Here’s the thing: I hate zombies.

They’re slow, tedious, and every story featuring them plays out roughly the same as people run away from shambling hordes and find ways to survive while they’re slowly picked off. And there’s rarely an explanation for what’s caused the zombie apocalypse in the first place. It just sort of is. Then there are the stories with zombies that deviate from the norm with variations on speed, attack method, and cause when that’s actually specified. Though it’s doubtful that they can really be called zombies given the roots of the mythos, the survival horror porn motif persists no matter what type of zombie pack you’re running from.

All of that being said, there are a few zombie flicks I’m a fan of. It’s hard to ignore the cultural subtext of George A. Romero’s Night of the Living Dead and Shaun of the Dead is a brilliant satire of the entire genre. Though Undead Nightmare, the DLC for Rockstar’s video game epic Red Dead Redemption, isn’t a movie it is a rare treat when a combination of zombies and westerns works out so very well. And then there’s Zombieland.

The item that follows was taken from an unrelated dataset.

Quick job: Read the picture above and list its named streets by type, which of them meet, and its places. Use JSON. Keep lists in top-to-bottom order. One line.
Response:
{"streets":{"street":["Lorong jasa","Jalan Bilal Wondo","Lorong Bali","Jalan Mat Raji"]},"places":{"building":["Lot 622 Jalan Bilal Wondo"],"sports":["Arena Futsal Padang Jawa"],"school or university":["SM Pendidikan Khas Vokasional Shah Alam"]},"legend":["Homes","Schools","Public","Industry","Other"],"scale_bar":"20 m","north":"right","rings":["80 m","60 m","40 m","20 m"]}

This 2009 flick brought comedy to the land of zombie survival horror porn, something that land desperately needs more of. It’s the story of an unlikely group of survivors trying to make their way through the aftermath of yet another unexplained zombie apocalypse.

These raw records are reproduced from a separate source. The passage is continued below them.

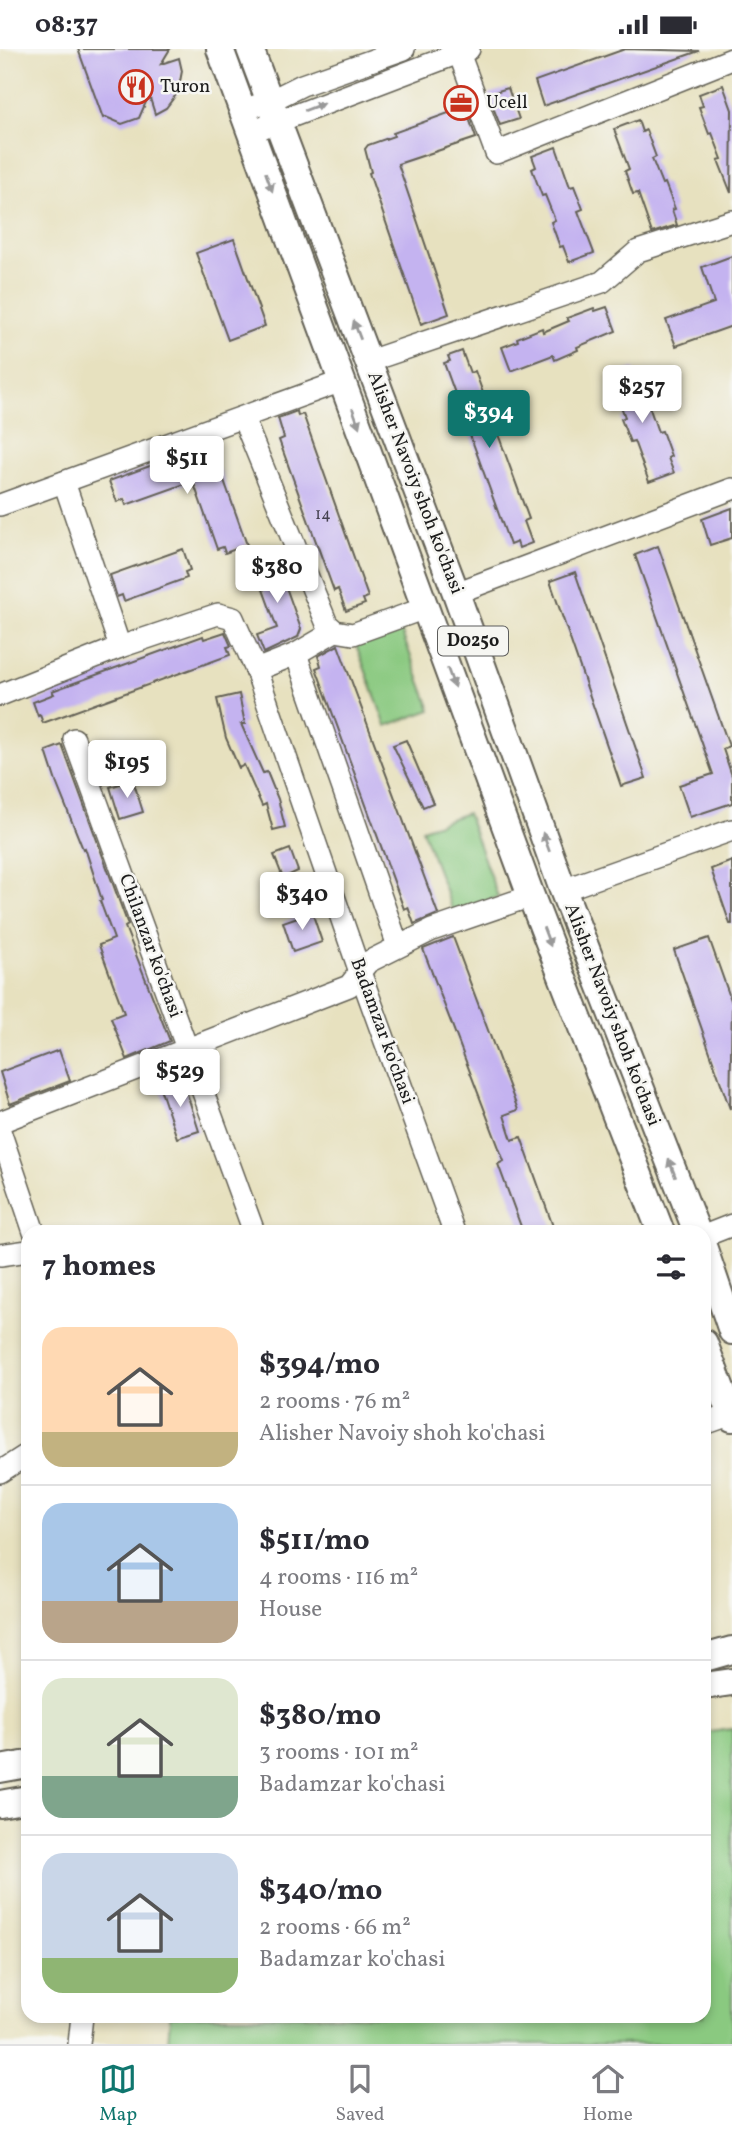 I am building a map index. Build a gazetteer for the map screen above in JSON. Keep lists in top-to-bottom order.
{
  "streets": {
    "main road": ["Alisher Navoiy shoh ko'chasi", "D025o"],
    "street": ["Chilanzar ko'chasi", "Badamzar ko'chasi"]
  },
  "places": {
    "restaurant": ["Turon"],
    "office": ["Ucell"]
  },
  "house_numbers": ["14"],
  "page": {
    "status": "08:37",
    "price": [
      "$257",
      "$394",
      "$511",
      "$380",
      "$195",
      "$340",
      "$529"
    ],
    "heading": "7 homes",
    "list": [
      {
        "name": "$394/mo",
        "note": "2 rooms · 76 m² · Alisher Navoiy shoh ko'chasi"
      },
      {
        "name": "$511/mo",
        "note": "4 rooms · 116 m² · House"
      },
      {
        "name": "$380/mo",
        "note": "3 rooms · 101 m² · Badamzar ko'chasi"
      },
      {
        "name": "$340/mo",
        "note": "2 rooms · 66 m² · Badamzar ko'chasi"
      }
    ],
    "tabs": ["Map", "Saved", "Home"]
  }
}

Jesse Eisenberg is our main hero, teaching us applicable lessons about how to make it in this new world.

Emma Stone and Abigail Bresslin show us how to play the game, always to your advantage.

Woody Harrelson…well, Woody shows us how to love the freedom of the zombie apocalypse.

It’s Harrelson’s character that really jumps this film up 42 notches. He has taken enduring what other films portray as a nightmare to a new level by revelling in the slaughter-fest. “Tallahassee”, as he’s called in the film, was born to live in this new world. He finds increasingly inventive ways to slaughter his undead, unthinking enemies with less than no mercy. From guns to farming implements and beyond, Tallahasee is the best at what he does and what he does is make sure that the undead go back to just being dead.

Shaun of the Dead is definitively the gold standard of comedy zombie movies. It directly challenges the stereotypes of the genre, simultaneously utilizing the tropes to tell a story and lampooning them. While Zombieland doesn’t have the same incisive skewering of an entire genre, it’s filled with bright, wry comedy that surprises the watcher with how witty it is in the midst of the horror.  And that is mostly due to how well the tight, four member main cast jells together.

What makes Zombieland better than your average zombie flick is the humour. While still filled with its fair share of tragedy, especially in the back story of the main characters, it’s also a witty, funny, and engaging film. Zombie films are often dreary, dull, and predictable. Zombieland is not. Just remember the key lesson the film has to teach us: watch where you point a gun in Bill Murray’s house.